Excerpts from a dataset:
+++++

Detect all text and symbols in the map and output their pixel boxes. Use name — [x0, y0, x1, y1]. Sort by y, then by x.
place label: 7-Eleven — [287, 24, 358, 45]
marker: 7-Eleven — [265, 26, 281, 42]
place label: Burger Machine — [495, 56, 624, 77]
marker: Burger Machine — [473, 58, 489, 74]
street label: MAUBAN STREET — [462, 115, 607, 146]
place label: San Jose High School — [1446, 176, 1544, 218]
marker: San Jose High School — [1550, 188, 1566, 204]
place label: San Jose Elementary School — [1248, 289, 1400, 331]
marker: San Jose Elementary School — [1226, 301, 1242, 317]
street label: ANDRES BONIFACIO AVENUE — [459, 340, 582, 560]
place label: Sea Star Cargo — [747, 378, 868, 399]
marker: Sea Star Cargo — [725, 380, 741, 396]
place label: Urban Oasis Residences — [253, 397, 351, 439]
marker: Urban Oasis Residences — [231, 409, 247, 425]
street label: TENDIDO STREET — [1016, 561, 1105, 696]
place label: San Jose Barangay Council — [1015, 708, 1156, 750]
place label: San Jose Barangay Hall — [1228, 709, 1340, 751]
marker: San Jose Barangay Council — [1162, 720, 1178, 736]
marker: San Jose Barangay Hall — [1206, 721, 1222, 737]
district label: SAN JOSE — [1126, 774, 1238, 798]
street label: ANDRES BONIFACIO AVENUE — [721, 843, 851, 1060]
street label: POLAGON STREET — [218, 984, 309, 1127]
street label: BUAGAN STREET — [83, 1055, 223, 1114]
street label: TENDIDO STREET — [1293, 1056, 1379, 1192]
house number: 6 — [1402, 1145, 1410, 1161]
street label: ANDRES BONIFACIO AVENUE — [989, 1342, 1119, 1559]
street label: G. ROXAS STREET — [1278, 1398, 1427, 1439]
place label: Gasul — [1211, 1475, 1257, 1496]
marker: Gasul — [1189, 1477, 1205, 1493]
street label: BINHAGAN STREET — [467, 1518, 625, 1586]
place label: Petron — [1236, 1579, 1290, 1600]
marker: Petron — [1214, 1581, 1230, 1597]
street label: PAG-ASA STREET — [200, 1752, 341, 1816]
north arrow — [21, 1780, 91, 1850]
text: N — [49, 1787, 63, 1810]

+++++

**YOUR TASK**
Whatever appears in the records must be returned exactly.

**ANSWER FOR THIS EXERCISE**
Detect all text and symbols in the map and output their pixel boxes. Use name — [x0, y0, x1, y1]. Sort by y, then by x.
place label: 7-Eleven — [287, 24, 358, 45]
marker: 7-Eleven — [265, 26, 281, 42]
place label: Burger Machine — [495, 56, 624, 77]
marker: Burger Machine — [473, 58, 489, 74]
street label: MAUBAN STREET — [462, 115, 607, 146]
place label: San Jose High School — [1446, 176, 1544, 218]
marker: San Jose High School — [1550, 188, 1566, 204]
place label: San Jose Elementary School — [1248, 289, 1400, 331]
marker: San Jose Elementary School — [1226, 301, 1242, 317]
street label: ANDRES BONIFACIO AVENUE — [459, 340, 582, 560]
place label: Sea Star Cargo — [747, 378, 868, 399]
marker: Sea Star Cargo — [725, 380, 741, 396]
place label: Urban Oasis Residences — [253, 397, 351, 439]
marker: Urban Oasis Residences — [231, 409, 247, 425]
street label: TENDIDO STREET — [1016, 561, 1105, 696]
place label: San Jose Barangay Council — [1015, 708, 1156, 750]
place label: San Jose Barangay Hall — [1228, 709, 1340, 751]
marker: San Jose Barangay Council — [1162, 720, 1178, 736]
marker: San Jose Barangay Hall — [1206, 721, 1222, 737]
district label: SAN JOSE — [1126, 774, 1238, 798]
street label: ANDRES BONIFACIO AVENUE — [721, 843, 851, 1060]
street label: POLAGON STREET — [218, 984, 309, 1127]
street label: BUAGAN STREET — [83, 1055, 223, 1114]
street label: TENDIDO STREET — [1293, 1056, 1379, 1192]
house number: 6 — [1402, 1145, 1410, 1161]
street label: ANDRES BONIFACIO AVENUE — [989, 1342, 1119, 1559]
street label: G. ROXAS STREET — [1278, 1398, 1427, 1439]
place label: Gasul — [1211, 1475, 1257, 1496]
marker: Gasul — [1189, 1477, 1205, 1493]
street label: BINHAGAN STREET — [467, 1518, 625, 1586]
place label: Petron — [1236, 1579, 1290, 1600]
marker: Petron — [1214, 1581, 1230, 1597]
street label: PAG-ASA STREET — [200, 1752, 341, 1816]
north arrow — [21, 1780, 91, 1850]
text: N — [49, 1787, 63, 1810]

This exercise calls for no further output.